Carnegie Mellon University

Single Sign-On

Authentication is the process of comparing provided credentials provided (i.e., Andrew userID and password) with those on file for authorized individuals. At Carnegie Mellon, Single Sign-On (SSO) through Web Login is the Authentication Service of record. Faculty, staff and student employees are required to use an added layer of security through the Two-factor Authentication (2fa) service.  This added protection is optional for the general student population and sponsored account holders.

Web Login

Web Login is a secure single sign-on service that verifies an individual's identity at Carnegie Mellon and allows access to restricted services. When you enter your Andrew userID and password through Web Login, they are compared to those on file and access is granted if you are authorized to use the service.

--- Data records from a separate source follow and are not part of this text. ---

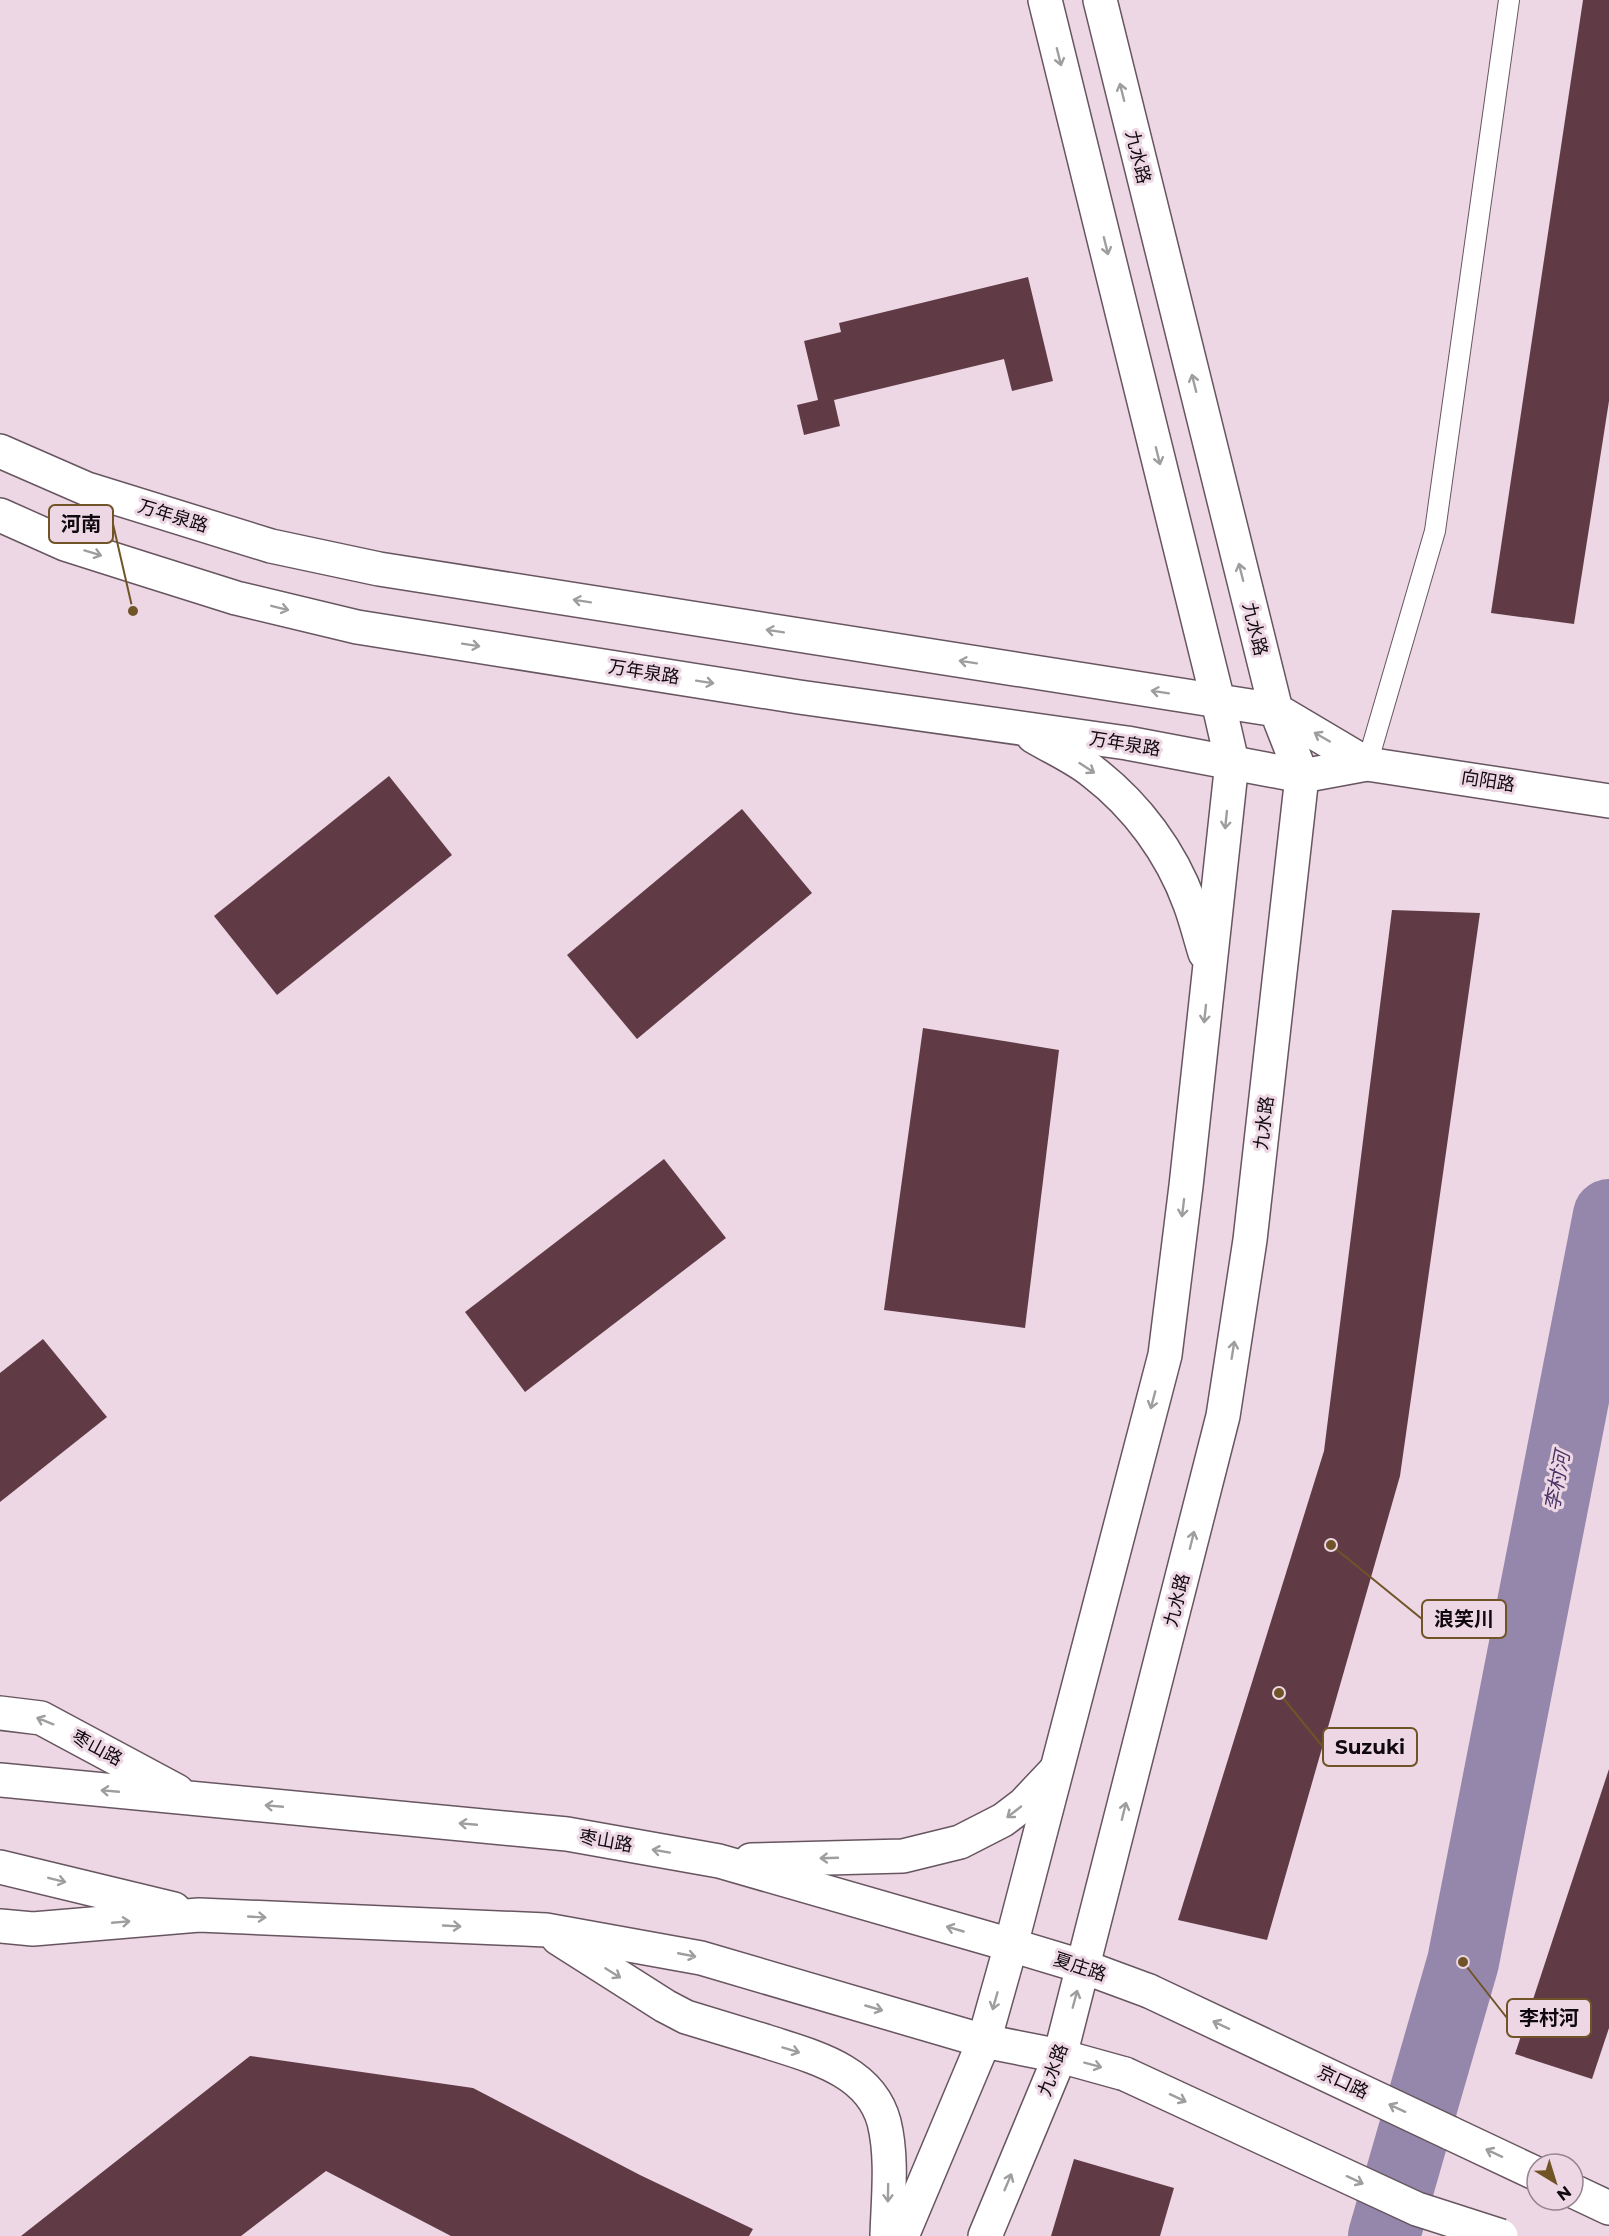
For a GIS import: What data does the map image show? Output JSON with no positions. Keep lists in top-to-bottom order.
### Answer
{
  "streets": {
    "main road": [
      "九水路",
      "万年泉路",
      "向阳路",
      "枣山路",
      "夏庄路",
      "京口路"
    ]
  },
  "crossings": [
    ["九水路", "万年泉路"],
    ["九水路", "向阳路"],
    ["九水路", "夏庄路"],
    ["万年泉路", "向阳路"],
    ["枣山路", "夏庄路"],
    ["夏庄路", "京口路"]
  ],
  "water": ["李村河"],
  "places": [
    "河南",
    "浪笑川",
    "Suzuki",
    "李村河"
  ],
  "north": "bottom right"
}
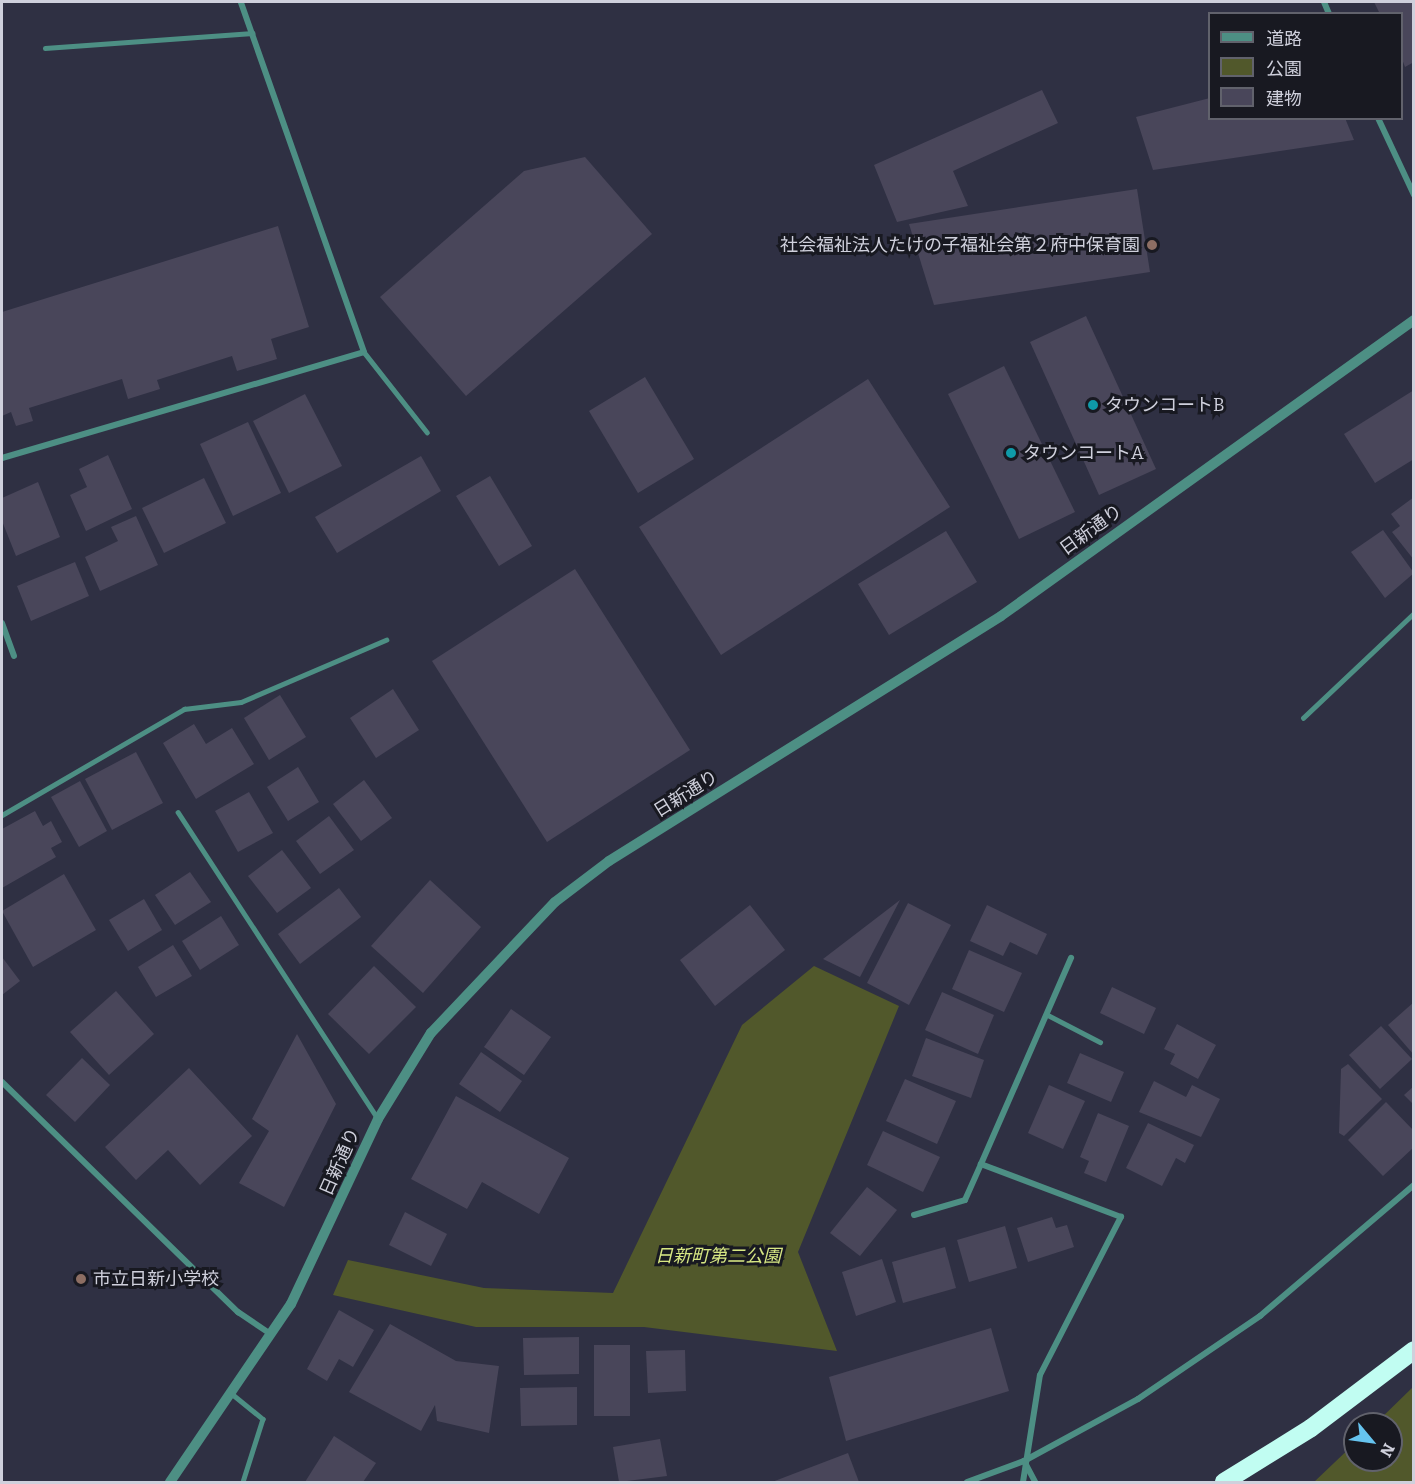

Two-Factor Authentication (2fa)

Two-factor Authentication (2fa) is an extra layer of security for services using Single Sign-On through Web Login. In order to authenticate, it requires something you know (i.e., your Andrew userID and password) and something you have (e.g. a smart phone or token). Some examples include: Box,, Workday, SIO/S3, Sparcs, GSuite, Taleo.

Faculty, staff and student employees are required to use 2fa. Students or sponsored account holders may optionally register for the service.

Note: 2fa is not available for VPN (General / Libraries), computer labs, and email clients (e.g. Outlook) at this time.